The deficiency here weighs heavily on the S$3.76b company itself, as if a child were struggling under the weight of an enormous back-pack full of books, his sports gear, and a trumpet. So we definitely think shareholders need to watch this one closely. After all, Olam Group would likely require a major re-capitalisation if it had to pay its creditors today.

We measure a company's debt load relative to its earnings power by looking at its net debt divided by its earnings before interest, tax, depreciation, and amortization (EBITDA) and by calculating how easily its earnings before interest and tax (EBIT) cover its interest expense (interest cover). This way, we consider both the absolute quantum of the debt, as well as the interest rates paid on it.

Olam Group shareholders face the double whammy of a high net debt to EBITDA ratio (6.9), and fairly weak interest coverage, since EBIT is just 1.4 times the interest expense. This means we'd consider it to have a heavy debt load. Even more troubling is the fact that Olam Group actually let its EBIT decrease by 7.5% over the last year.
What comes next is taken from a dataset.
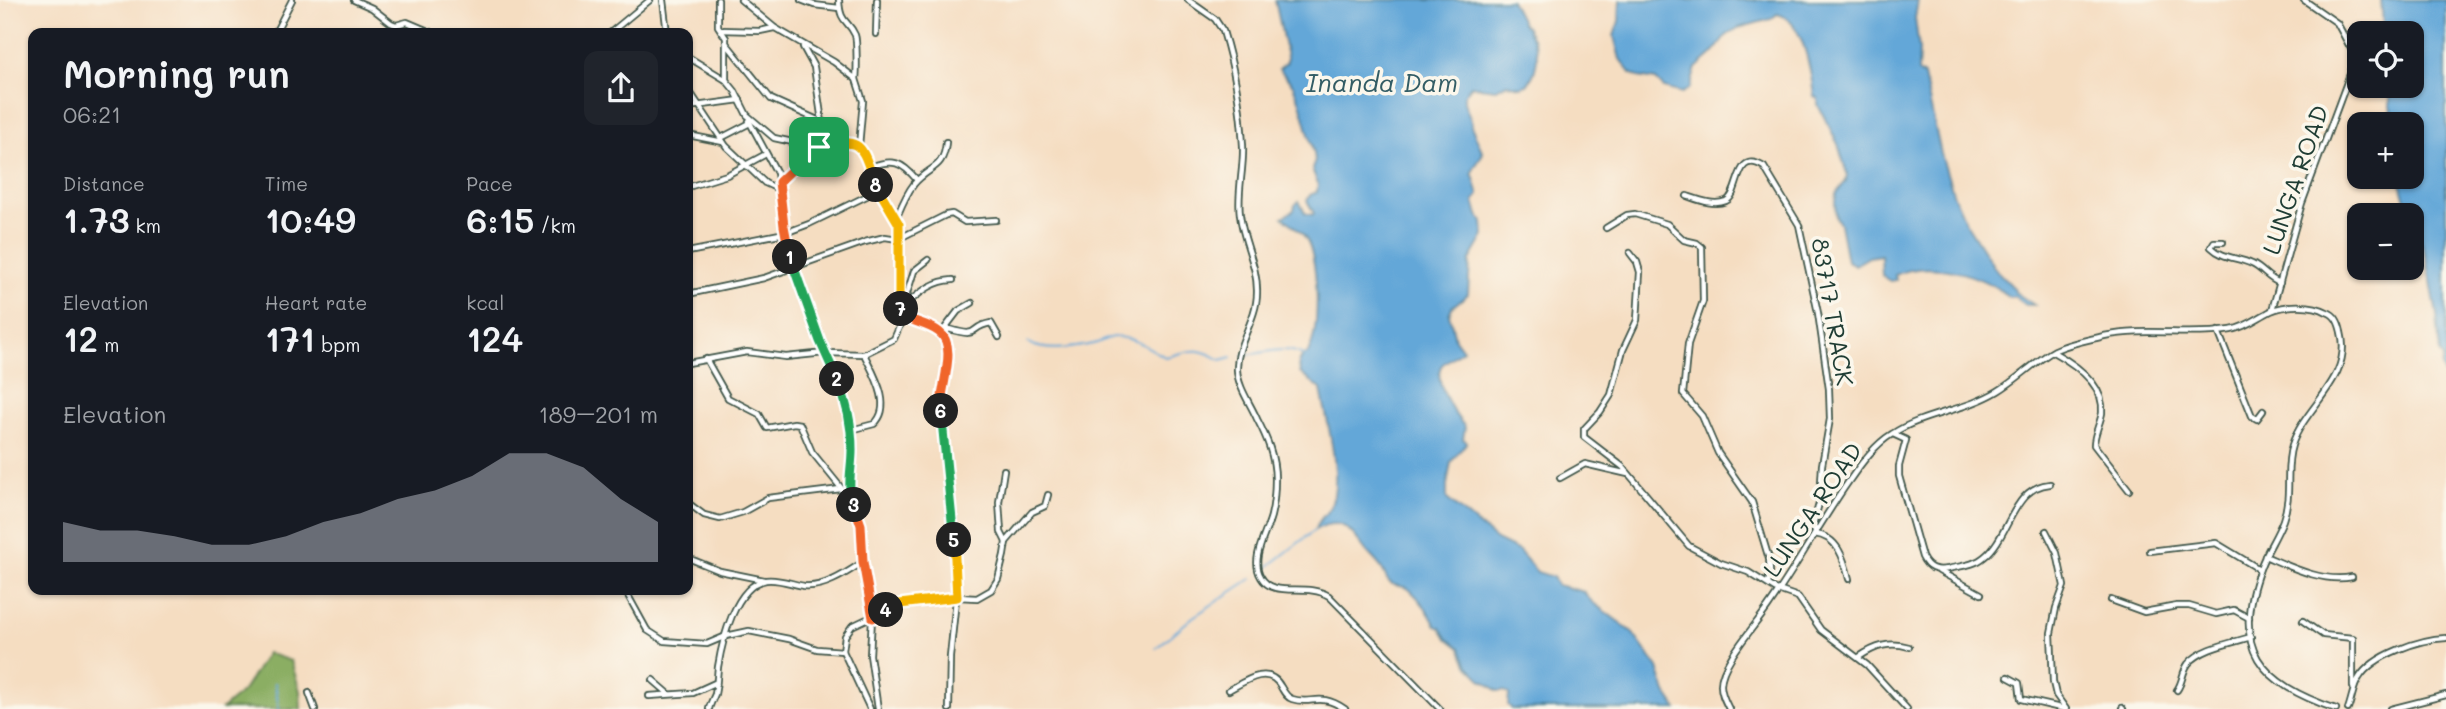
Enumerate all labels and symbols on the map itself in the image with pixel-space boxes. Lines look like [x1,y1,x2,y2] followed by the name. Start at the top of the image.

If that earnings trend continues the company will face an uphill battle to pay off its debt. When analysing debt levels, the balance sheet is the obvious place to start. But it is Olam Group's earnings that will influence how the balance sheet holds up in the future. So when considering debt, it's definitely worth looking at the earnings trend. Click here for an interactive snapshot.

Finally, a business needs free cash flow to pay off debt; accounting profits just don't cut it. So the logical step is to look at the proportion of that EBIT that is matched by actual free cash flow. Over the last three years, Olam Group saw substantial negative free cash flow, in total. While that may be a result of expenditure for growth, it does make the debt far more risky.

Our View

To be frank both Olam Group's conversion of EBIT to free cash flow and its track record of staying on top of its total liabilities make us rather uncomfortable with its debt levels. And even its interest cover fails to inspire much confidence. Considering all the factors previously mentioned, we think that Olam Group really is carrying too much debt. To us, that makes the stock rather risky, like walking through a dog park with your eyes closed. But some investors may feel differently. There's no doubt that we learn most about debt from the balance sheet. But ultimately, every company can contain risks that exist outside of the balance sheet. We've identified 3 warning signs with Olam Group (at least 2 which are a bit unpleasant) , and understanding them should be part of your investment process.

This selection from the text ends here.